## INPUT MATERIAL
============
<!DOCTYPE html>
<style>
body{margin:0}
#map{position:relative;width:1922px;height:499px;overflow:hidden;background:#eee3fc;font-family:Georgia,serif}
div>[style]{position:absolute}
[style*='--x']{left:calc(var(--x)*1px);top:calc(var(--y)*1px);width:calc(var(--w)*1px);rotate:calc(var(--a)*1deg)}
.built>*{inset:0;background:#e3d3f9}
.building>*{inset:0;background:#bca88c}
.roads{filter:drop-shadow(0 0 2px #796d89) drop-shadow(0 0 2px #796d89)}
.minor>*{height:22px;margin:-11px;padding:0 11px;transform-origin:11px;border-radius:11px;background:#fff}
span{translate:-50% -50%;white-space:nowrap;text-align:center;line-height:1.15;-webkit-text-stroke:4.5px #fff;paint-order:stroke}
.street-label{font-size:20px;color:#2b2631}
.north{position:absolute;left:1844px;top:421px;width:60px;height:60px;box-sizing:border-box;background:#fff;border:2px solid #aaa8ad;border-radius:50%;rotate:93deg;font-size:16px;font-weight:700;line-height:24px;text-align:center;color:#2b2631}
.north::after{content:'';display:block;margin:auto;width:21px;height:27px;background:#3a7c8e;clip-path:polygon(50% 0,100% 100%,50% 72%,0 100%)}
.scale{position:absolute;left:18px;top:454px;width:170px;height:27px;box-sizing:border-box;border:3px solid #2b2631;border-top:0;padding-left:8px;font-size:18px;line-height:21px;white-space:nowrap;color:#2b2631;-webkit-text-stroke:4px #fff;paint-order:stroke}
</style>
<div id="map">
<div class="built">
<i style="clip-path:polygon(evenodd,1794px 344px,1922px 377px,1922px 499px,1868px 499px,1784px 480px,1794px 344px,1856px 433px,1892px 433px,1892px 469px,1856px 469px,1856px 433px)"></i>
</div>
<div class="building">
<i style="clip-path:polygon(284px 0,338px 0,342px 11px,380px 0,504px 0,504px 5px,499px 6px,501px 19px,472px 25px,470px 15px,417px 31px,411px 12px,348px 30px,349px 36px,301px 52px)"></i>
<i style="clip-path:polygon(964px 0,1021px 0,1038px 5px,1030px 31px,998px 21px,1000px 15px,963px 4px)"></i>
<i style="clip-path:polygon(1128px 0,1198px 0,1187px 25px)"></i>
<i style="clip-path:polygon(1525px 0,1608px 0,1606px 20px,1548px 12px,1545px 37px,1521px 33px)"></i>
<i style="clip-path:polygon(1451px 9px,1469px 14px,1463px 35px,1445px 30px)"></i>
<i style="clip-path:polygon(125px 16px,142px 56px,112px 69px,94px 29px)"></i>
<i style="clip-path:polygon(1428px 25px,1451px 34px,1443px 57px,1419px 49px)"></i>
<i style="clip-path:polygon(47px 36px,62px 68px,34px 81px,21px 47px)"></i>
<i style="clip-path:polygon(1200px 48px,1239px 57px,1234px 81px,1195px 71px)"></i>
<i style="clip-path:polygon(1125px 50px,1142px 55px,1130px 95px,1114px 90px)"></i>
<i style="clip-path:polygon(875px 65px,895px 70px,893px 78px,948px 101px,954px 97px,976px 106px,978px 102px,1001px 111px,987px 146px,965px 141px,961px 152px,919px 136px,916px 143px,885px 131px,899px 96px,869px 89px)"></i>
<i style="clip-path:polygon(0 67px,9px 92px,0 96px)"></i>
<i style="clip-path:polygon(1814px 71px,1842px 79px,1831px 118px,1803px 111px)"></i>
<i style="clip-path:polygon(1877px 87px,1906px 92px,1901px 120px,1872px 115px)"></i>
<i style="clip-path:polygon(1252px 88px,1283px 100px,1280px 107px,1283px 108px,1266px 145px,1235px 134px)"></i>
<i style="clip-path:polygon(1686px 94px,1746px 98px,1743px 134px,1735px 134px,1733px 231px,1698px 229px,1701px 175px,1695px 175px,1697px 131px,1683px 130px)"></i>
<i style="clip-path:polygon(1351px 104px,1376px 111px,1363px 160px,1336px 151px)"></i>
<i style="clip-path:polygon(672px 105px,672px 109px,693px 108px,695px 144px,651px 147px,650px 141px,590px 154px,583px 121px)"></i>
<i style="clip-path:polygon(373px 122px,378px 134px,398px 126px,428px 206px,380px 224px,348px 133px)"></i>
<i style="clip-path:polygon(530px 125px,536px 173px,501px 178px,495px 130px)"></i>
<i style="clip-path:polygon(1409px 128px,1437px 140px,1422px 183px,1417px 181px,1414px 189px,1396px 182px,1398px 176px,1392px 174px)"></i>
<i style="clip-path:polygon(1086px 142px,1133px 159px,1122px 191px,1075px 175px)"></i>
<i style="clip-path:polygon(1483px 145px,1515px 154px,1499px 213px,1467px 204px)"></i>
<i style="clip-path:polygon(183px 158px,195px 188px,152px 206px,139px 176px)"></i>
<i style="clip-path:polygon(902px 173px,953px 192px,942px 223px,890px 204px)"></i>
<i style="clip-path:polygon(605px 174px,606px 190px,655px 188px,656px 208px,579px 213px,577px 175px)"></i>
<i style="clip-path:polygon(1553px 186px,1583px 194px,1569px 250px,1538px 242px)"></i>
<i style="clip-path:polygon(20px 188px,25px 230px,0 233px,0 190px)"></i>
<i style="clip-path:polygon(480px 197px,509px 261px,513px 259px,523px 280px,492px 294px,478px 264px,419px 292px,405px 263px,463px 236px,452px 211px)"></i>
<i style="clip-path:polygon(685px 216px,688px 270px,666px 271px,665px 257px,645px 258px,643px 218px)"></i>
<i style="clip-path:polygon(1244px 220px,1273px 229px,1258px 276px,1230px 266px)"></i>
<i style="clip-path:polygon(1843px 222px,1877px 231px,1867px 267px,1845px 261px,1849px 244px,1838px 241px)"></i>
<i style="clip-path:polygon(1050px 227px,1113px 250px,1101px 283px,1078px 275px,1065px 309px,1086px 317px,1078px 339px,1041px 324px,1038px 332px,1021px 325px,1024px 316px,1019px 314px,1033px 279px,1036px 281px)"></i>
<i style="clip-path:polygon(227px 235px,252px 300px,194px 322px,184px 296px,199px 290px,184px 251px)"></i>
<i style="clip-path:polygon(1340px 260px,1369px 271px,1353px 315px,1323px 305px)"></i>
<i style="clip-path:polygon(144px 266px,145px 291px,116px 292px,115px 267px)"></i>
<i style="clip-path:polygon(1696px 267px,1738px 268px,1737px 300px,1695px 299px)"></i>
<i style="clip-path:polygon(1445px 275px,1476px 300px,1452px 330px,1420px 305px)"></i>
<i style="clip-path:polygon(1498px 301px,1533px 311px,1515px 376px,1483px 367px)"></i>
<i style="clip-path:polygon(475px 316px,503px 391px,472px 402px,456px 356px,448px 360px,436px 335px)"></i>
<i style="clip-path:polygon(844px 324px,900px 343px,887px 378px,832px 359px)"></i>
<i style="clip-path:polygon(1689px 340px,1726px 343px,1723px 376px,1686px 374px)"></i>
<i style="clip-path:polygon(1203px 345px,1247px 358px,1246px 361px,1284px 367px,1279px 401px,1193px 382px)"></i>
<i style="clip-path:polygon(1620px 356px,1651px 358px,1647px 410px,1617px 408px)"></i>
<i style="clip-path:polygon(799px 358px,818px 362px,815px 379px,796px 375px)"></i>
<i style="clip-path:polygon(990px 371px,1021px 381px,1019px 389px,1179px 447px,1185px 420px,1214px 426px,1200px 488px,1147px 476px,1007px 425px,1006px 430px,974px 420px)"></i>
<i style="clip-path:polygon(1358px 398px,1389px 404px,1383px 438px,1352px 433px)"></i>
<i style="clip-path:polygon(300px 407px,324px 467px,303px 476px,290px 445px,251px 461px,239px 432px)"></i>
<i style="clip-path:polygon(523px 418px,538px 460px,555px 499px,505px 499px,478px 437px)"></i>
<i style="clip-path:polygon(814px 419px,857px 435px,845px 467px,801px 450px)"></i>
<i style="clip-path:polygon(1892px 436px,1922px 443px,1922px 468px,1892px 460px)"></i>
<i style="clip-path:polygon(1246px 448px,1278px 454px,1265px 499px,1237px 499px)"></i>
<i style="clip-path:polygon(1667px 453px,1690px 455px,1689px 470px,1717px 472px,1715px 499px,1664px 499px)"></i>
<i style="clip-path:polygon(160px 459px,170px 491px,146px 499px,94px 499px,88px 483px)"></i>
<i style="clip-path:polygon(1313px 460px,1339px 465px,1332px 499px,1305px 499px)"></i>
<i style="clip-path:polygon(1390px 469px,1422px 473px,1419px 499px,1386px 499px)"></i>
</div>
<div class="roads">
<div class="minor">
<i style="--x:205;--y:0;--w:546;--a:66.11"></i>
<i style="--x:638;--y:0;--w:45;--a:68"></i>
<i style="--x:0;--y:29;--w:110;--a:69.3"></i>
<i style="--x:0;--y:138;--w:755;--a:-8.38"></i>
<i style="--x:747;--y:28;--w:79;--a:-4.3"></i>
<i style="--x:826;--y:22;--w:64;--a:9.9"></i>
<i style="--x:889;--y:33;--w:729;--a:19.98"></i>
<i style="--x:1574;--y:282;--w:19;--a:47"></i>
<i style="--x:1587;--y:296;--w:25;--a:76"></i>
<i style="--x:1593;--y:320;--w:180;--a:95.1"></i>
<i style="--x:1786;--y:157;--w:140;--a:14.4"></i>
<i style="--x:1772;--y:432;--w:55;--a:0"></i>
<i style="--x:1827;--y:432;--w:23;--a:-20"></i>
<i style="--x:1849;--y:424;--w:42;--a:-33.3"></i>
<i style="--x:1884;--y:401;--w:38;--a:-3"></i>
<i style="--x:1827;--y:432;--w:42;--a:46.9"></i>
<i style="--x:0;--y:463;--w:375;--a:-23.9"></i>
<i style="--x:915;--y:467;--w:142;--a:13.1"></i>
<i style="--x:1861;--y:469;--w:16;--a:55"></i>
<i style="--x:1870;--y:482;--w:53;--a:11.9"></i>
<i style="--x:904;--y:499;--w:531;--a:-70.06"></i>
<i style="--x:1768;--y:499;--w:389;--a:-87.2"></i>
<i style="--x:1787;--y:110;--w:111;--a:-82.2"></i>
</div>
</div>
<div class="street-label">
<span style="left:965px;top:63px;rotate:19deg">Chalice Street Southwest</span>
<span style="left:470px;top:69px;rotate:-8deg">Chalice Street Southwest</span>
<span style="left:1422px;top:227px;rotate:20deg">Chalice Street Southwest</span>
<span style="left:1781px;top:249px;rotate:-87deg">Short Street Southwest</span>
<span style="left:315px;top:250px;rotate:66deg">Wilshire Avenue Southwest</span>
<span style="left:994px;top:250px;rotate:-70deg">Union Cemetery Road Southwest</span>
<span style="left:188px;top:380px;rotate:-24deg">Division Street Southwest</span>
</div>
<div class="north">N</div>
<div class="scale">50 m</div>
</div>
============
## PROBLEM DETAILS
From the first line of the listing above to the line that contains "2px #796d89) drop-shadow(0", inclusive, restate every line word for word. Nothing else belongs in the answer.

## EXERCISE SOLUTION
<!DOCTYPE html>
<style>
body{margin:0}
#map{position:relative;width:1922px;height:499px;overflow:hidden;background:#eee3fc;font-family:Georgia,serif}
div>[style]{position:absolute}
[style*='--x']{left:calc(var(--x)*1px);top:calc(var(--y)*1px);width:calc(var(--w)*1px);rotate:calc(var(--a)*1deg)}
.built>*{inset:0;background:#e3d3f9}
.building>*{inset:0;background:#bca88c}
.roads{filter:drop-shadow(0 0 2px #796d89) drop-shadow(0 0 2px #796d89)}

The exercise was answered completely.